What the task requires:
Your answer should consist of the listing, repeated exactly.
----- Dataset records
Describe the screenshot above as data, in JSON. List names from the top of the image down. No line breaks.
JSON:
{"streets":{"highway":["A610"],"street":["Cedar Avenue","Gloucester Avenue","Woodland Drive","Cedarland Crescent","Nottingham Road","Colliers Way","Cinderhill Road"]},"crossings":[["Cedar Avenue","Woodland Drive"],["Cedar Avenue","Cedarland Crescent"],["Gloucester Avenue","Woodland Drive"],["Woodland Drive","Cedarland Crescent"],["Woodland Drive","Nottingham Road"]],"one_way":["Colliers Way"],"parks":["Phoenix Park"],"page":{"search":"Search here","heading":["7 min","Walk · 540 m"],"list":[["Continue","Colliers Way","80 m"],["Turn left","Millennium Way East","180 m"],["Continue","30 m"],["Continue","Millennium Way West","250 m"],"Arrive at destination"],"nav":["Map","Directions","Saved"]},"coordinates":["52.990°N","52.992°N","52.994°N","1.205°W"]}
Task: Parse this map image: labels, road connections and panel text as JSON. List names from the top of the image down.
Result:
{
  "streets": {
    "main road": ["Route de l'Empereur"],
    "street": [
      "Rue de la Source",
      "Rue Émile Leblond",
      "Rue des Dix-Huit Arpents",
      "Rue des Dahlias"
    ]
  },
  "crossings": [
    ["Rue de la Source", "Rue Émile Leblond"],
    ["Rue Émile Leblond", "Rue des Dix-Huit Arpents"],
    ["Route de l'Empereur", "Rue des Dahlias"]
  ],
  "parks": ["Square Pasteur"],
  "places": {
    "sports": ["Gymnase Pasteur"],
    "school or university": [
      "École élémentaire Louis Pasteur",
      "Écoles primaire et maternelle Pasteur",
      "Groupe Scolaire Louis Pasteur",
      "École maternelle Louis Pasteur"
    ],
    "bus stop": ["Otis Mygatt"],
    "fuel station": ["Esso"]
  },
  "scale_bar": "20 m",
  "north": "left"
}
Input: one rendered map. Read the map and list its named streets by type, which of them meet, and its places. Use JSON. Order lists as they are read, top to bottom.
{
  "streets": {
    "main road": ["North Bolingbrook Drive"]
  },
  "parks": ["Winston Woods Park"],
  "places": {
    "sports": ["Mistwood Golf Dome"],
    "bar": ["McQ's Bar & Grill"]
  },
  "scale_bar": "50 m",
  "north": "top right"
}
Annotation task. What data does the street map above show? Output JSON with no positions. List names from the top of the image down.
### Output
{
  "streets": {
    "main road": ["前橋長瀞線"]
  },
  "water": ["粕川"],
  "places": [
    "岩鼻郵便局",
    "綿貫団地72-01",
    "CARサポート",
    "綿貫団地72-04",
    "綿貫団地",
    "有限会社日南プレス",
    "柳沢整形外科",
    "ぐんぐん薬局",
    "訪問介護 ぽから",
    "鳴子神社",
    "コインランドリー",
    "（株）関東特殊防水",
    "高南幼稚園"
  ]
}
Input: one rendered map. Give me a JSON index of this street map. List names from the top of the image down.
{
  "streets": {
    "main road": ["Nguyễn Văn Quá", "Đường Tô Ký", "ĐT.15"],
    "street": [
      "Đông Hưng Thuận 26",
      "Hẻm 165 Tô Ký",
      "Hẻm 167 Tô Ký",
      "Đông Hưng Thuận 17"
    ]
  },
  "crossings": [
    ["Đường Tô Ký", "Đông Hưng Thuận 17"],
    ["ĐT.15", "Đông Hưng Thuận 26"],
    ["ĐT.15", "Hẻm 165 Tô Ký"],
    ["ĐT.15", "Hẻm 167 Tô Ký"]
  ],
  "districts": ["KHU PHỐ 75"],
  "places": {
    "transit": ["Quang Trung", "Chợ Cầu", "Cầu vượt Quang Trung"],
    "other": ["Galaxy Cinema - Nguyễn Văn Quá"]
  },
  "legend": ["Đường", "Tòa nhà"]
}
----------
Finished exercise:
Describe the screenshot above as data, in JSON. List names from the top of the image down. No line breaks.
JSON:
{"streets":{"highway":["A610"],"street":["Cedar Avenue","Gloucester Avenue","Woodland Drive","Cedarland Crescent","Nottingham Road","Colliers Way","Cinderhill Road"]},"crossings":[["Cedar Avenue","Woodland Drive"],["Cedar Avenue","Cedarland Crescent"],["Gloucester Avenue","Woodland Drive"],["Woodland Drive","Cedarland Crescent"],["Woodland Drive","Nottingham Road"]],"one_way":["Colliers Way"],"parks":["Phoenix Park"],"page":{"search":"Search here","heading":["7 min","Walk · 540 m"],"list":[["Continue","Colliers Way","80 m"],["Turn left","Millennium Way East","180 m"],["Continue","30 m"],["Continue","Millennium Way West","250 m"],"Arrive at destination"],"nav":["Map","Directions","Saved"]},"coordinates":["52.990°N","52.992°N","52.994°N","1.205°W"]}
Task: Parse this map image: labels, road connections and panel text as JSON. List names from the top of the image down.
Result:
{
  "streets": {
    "main road": ["Route de l'Empereur"],
    "street": [
      "Rue de la Source",
      "Rue Émile Leblond",
      "Rue des Dix-Huit Arpents",
      "Rue des Dahlias"
    ]
  },
  "crossings": [
    ["Rue de la Source", "Rue Émile Leblond"],
    ["Rue Émile Leblond", "Rue des Dix-Huit Arpents"],
    ["Route de l'Empereur", "Rue des Dahlias"]
  ],
  "parks": ["Square Pasteur"],
  "places": {
    "sports": ["Gymnase Pasteur"],
    "school or university": [
      "École élémentaire Louis Pasteur",
      "Écoles primaire et maternelle Pasteur",
      "Groupe Scolaire Louis Pasteur",
      "École maternelle Louis Pasteur"
    ],
    "bus stop": ["Otis Mygatt"],
    "fuel station": ["Esso"]
  },
  "scale_bar": "20 m",
  "north": "left"
}
Input: one rendered map. Read the map and list its named streets by type, which of them meet, and its places. Use JSON. Order lists as they are read, top to bottom.
{
  "streets": {
    "main road": ["North Bolingbrook Drive"]
  },
  "parks": ["Winston Woods Park"],
  "places": {
    "sports": ["Mistwood Golf Dome"],
    "bar": ["McQ's Bar & Grill"]
  },
  "scale_bar": "50 m",
  "north": "top right"
}
Annotation task. What data does the street map above show? Output JSON with no positions. List names from the top of the image down.
### Output
{
  "streets": {
    "main road": ["前橋長瀞線"]
  },
  "water": ["粕川"],
  "places": [
    "岩鼻郵便局",
    "綿貫団地72-01",
    "CARサポート",
    "綿貫団地72-04",
    "綿貫団地",
    "有限会社日南プレス",
    "柳沢整形外科",
    "ぐんぐん薬局",
    "訪問介護 ぽから",
    "鳴子神社",
    "コインランドリー",
    "（株）関東特殊防水",
    "高南幼稚園"
  ]
}
Input: one rendered map. Give me a JSON index of this street map. List names from the top of the image down.
{
  "streets": {
    "main road": ["Nguyễn Văn Quá", "Đường Tô Ký", "ĐT.15"],
    "street": [
      "Đông Hưng Thuận 26",
      "Hẻm 165 Tô Ký",
      "Hẻm 167 Tô Ký",
      "Đông Hưng Thuận 17"
    ]
  },
  "crossings": [
    ["Đường Tô Ký", "Đông Hưng Thuận 17"],
    ["ĐT.15", "Đông Hưng Thuận 26"],
    ["ĐT.15", "Hẻm 165 Tô Ký"],
    ["ĐT.15", "Hẻm 167 Tô Ký"]
  ],
  "districts": ["KHU PHỐ 75"],
  "places": {
    "transit": ["Quang Trung", "Chợ Cầu", "Cầu vượt Quang Trung"],
    "other": ["Galaxy Cinema - Nguyễn Văn Quá"]
  },
  "legend": ["Đường", "Tòa nhà"]
}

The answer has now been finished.